Work item:
Could you find every line in the entries below that holds the word "Diclekent" and copy it?

Input records:
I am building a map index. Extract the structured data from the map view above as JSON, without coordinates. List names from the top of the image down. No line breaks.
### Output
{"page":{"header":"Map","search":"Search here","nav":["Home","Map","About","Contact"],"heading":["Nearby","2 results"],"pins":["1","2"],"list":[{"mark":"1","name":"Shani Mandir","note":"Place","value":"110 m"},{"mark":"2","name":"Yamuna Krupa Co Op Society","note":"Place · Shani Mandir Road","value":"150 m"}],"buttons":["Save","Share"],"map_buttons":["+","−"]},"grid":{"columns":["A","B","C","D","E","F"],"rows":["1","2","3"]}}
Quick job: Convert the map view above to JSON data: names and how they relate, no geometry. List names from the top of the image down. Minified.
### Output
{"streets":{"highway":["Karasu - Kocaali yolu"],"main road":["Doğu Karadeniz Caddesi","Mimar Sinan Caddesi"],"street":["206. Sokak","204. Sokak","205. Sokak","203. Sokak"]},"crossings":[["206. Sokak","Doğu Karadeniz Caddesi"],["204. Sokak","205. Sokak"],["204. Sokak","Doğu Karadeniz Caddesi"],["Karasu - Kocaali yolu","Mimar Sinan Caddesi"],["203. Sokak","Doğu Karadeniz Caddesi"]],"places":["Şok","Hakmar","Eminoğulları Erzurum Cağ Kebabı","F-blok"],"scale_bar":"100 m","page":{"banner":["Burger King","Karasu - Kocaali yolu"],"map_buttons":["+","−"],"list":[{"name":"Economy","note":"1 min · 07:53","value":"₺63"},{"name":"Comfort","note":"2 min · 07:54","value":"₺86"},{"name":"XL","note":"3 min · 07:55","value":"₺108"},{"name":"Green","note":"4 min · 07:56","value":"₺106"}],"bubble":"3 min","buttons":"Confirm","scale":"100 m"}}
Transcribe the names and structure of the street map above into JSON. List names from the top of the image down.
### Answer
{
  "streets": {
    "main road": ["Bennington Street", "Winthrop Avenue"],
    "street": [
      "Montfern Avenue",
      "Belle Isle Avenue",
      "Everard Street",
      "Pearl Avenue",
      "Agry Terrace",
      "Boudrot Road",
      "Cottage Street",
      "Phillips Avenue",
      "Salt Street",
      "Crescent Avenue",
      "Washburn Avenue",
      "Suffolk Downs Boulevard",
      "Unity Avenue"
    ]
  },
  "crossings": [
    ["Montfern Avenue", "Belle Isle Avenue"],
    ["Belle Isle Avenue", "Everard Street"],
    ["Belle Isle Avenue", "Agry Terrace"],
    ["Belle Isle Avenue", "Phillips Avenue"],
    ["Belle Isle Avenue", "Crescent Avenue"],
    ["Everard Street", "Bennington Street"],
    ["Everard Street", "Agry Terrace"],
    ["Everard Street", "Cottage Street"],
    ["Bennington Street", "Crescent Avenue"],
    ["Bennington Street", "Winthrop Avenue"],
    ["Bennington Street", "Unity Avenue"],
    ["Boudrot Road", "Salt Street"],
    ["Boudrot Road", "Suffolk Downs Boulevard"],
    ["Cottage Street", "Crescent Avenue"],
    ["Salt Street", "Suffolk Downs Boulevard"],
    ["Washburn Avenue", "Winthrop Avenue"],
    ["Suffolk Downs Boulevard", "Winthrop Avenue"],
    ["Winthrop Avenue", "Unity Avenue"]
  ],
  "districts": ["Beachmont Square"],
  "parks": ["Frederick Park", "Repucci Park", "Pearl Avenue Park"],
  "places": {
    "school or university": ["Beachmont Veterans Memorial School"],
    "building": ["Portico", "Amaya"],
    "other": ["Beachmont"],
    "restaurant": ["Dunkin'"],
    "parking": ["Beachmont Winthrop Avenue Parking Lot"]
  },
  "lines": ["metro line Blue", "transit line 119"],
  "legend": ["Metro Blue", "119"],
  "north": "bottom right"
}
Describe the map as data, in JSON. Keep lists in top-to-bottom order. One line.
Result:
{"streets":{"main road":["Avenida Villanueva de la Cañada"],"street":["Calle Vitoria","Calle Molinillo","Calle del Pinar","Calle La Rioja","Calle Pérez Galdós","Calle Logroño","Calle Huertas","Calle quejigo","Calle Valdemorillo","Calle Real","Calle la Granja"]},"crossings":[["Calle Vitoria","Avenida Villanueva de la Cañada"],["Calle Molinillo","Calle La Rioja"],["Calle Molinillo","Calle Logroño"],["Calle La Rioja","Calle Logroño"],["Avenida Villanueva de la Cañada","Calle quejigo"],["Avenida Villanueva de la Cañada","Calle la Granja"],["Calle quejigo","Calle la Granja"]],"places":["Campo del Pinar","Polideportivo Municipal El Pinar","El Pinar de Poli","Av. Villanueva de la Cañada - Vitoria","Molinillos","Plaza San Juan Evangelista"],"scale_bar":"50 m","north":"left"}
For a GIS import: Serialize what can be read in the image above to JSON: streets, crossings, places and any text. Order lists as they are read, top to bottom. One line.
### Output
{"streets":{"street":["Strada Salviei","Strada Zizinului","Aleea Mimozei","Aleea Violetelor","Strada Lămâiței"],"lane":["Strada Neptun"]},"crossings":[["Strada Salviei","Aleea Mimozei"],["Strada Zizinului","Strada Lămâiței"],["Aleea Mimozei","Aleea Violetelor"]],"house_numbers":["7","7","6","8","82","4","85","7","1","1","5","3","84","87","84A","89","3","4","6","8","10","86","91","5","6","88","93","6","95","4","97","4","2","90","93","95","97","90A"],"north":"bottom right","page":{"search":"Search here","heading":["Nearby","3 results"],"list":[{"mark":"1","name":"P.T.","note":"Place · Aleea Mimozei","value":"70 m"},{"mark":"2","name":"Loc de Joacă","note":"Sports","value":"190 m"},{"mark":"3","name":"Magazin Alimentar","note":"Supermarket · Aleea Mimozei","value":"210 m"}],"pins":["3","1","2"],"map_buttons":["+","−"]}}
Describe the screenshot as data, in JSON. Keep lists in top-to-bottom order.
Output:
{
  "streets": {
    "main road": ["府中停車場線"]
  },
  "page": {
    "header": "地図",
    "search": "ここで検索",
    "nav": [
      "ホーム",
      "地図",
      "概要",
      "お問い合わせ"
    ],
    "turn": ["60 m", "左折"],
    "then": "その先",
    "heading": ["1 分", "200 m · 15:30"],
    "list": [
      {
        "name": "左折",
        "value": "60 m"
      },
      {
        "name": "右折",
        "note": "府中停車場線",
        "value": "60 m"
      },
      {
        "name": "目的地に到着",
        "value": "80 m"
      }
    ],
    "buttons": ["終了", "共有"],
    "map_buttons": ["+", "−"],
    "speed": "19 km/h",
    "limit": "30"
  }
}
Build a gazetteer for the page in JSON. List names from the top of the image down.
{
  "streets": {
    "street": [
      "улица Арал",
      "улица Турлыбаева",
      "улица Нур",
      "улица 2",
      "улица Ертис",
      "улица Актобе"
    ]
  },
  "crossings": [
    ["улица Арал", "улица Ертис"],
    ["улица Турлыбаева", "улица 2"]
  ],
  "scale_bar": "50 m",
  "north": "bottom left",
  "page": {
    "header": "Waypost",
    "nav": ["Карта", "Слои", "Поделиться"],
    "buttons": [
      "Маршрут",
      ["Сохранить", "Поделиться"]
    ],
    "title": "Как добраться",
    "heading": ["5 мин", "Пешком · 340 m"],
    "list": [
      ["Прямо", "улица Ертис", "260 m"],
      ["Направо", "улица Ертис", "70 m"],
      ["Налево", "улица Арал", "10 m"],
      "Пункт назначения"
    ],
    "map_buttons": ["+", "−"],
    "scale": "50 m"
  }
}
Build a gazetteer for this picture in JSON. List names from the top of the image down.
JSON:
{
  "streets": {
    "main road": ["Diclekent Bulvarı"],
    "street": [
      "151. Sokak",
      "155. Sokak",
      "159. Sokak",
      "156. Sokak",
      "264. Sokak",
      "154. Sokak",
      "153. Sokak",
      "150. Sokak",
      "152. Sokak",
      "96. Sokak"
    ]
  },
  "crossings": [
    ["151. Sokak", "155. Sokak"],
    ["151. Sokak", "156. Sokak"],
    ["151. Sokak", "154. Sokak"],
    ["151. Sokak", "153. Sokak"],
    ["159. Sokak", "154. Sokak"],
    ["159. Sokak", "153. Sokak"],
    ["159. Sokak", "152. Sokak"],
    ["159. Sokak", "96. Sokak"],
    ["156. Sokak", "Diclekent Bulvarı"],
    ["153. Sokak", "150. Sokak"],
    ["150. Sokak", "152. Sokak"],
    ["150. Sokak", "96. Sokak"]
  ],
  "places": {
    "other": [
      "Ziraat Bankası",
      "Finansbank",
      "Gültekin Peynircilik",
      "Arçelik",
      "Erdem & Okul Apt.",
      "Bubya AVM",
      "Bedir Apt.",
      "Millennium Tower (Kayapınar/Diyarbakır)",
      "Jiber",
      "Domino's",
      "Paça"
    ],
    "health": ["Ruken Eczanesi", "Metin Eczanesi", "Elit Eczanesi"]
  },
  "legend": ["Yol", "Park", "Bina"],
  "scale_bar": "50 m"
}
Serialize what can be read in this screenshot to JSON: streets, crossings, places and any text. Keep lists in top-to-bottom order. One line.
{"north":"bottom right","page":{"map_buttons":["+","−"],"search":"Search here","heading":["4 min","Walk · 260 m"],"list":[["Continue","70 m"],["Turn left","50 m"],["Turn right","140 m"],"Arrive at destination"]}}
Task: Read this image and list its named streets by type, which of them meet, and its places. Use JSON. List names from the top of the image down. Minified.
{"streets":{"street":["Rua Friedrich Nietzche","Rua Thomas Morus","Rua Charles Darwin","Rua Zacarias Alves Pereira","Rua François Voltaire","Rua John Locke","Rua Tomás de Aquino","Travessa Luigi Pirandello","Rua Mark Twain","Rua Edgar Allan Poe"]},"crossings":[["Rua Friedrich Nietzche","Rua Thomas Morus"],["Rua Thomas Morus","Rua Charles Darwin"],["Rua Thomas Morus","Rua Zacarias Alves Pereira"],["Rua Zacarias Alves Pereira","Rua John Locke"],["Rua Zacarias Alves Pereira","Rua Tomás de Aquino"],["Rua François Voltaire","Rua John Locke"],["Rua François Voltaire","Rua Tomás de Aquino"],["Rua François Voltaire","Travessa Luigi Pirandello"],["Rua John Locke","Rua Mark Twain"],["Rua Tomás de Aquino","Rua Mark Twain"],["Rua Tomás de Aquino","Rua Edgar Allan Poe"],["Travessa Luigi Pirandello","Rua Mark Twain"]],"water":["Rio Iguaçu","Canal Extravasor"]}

Reply to the exercise:
    "main road": ["Diclekent Bulvarı"],
    ["156. Sokak", "Diclekent Bulvarı"],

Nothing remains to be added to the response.